Overall the food here is so much better than in New England that it's a shame to quibble too much about what's missing. It's amazing what you can do with really long growing seasons. There's probably not a better place to cook in the country than the Bay area, so don't spend much time worrying about what's not here - enjoy the bounty of this place instead.
The obvious choice is fish and seafood restaurants. Lobster is great in Boston, and the local clams are among the best in the world, either steamed or fried. The local mussels and scallops are excellent as well. Bluefish is a very tasty fish that you'll rarely see in California. It's one of the least expensive items on most menus but also the best. It's oily and can be strong tasting, so if you're not a big fish fan, stick to the shellfish or the scrod.
Legal Sea Foods is one of the most famous places in town and still among the best, especially for simple preparations. Our most recent visit to the Cambridge branch in June 2009 was as top-notch as always.
Another outstanding place for seafood, more personal and much smaller than Legal, is Neptune Oyster in the North End. Our most recent visit in June 2009 featured a magnificent selection of fresh local oysters from around New England, a great lobster roll, and other delights.

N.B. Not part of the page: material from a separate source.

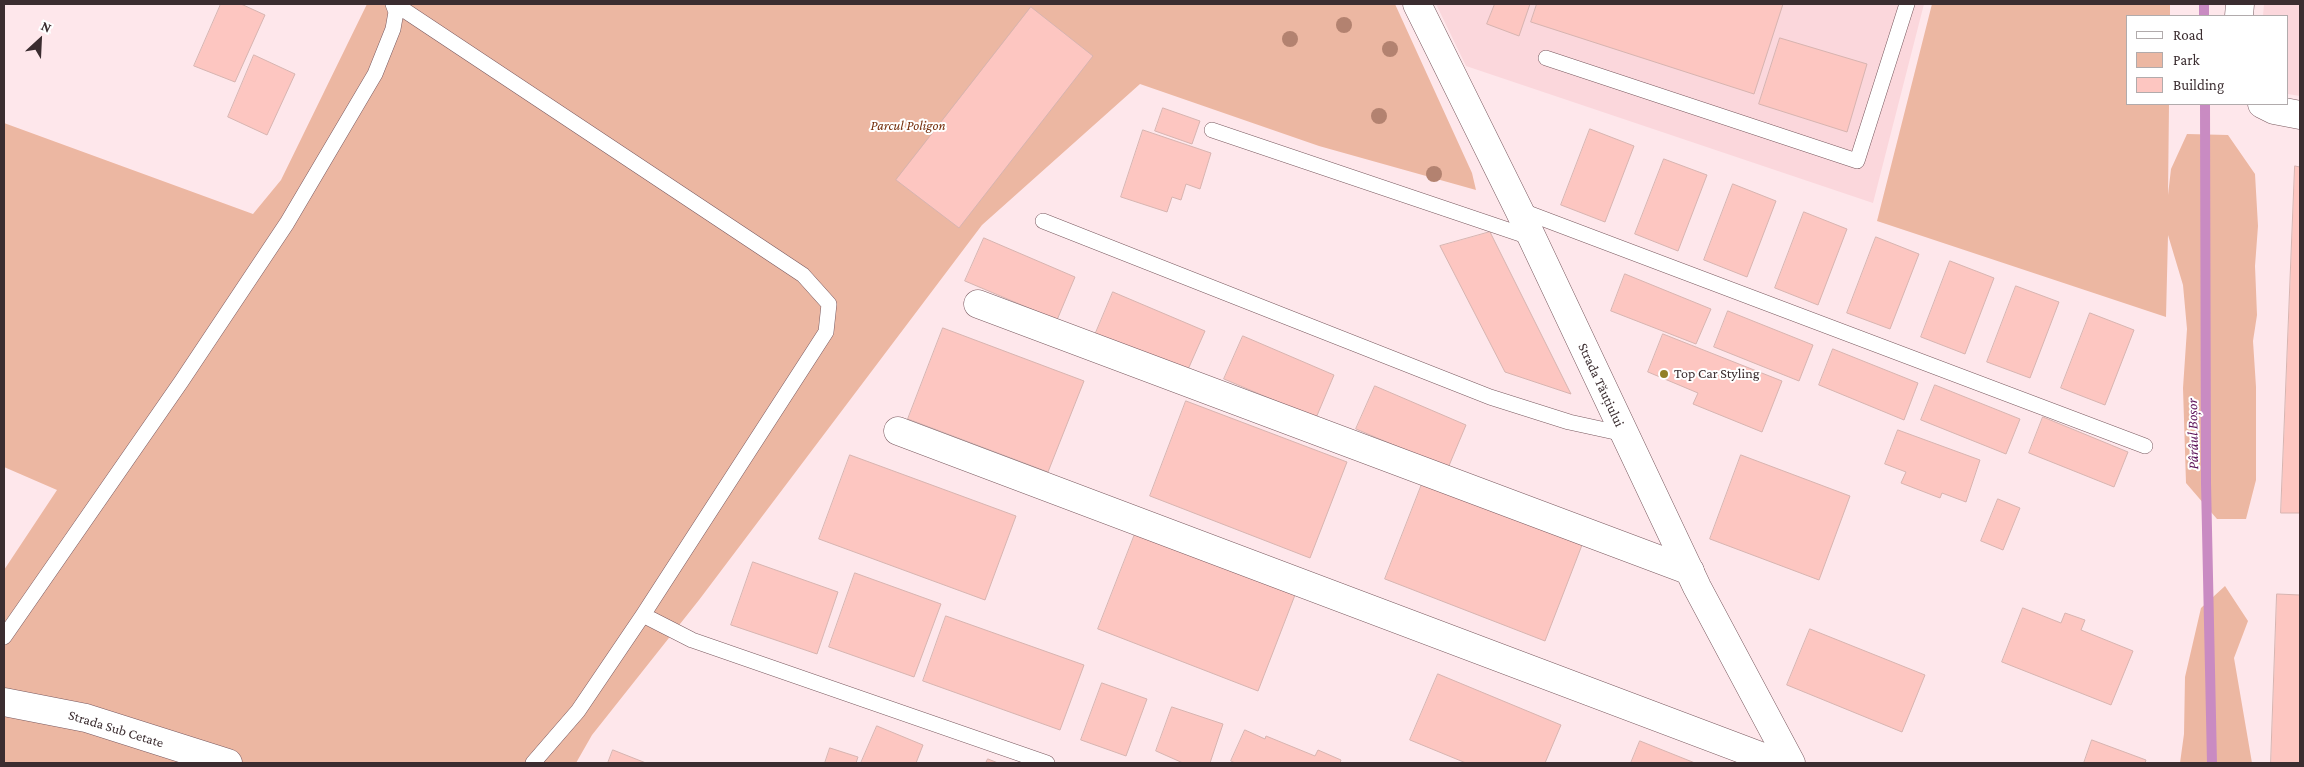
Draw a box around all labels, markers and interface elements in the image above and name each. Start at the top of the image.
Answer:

For more complex fish preparations, the East Coast Grill in Inman Square, Cambridge is the place to go. It may seem somewhat "California-style", but Chris Schlesinger's place has a very distinct culinary personality. If you've gotten any of his cookbooks like The Thrill of the Grill, you'll know what we mean. Since their expansion a few years back, fish and seafood has become the main menu focus. Our June 2004 visit found us feasting on heavenly cumin-crusted bluefish with chorizo, clams, and potatoes; a spicy fish and vegetable chowder; and a killer grilled banana split. There are plenty of choices in case you don't like fish, including their barbecue and killer spit-roasted chickens, and other equatorial cuisine.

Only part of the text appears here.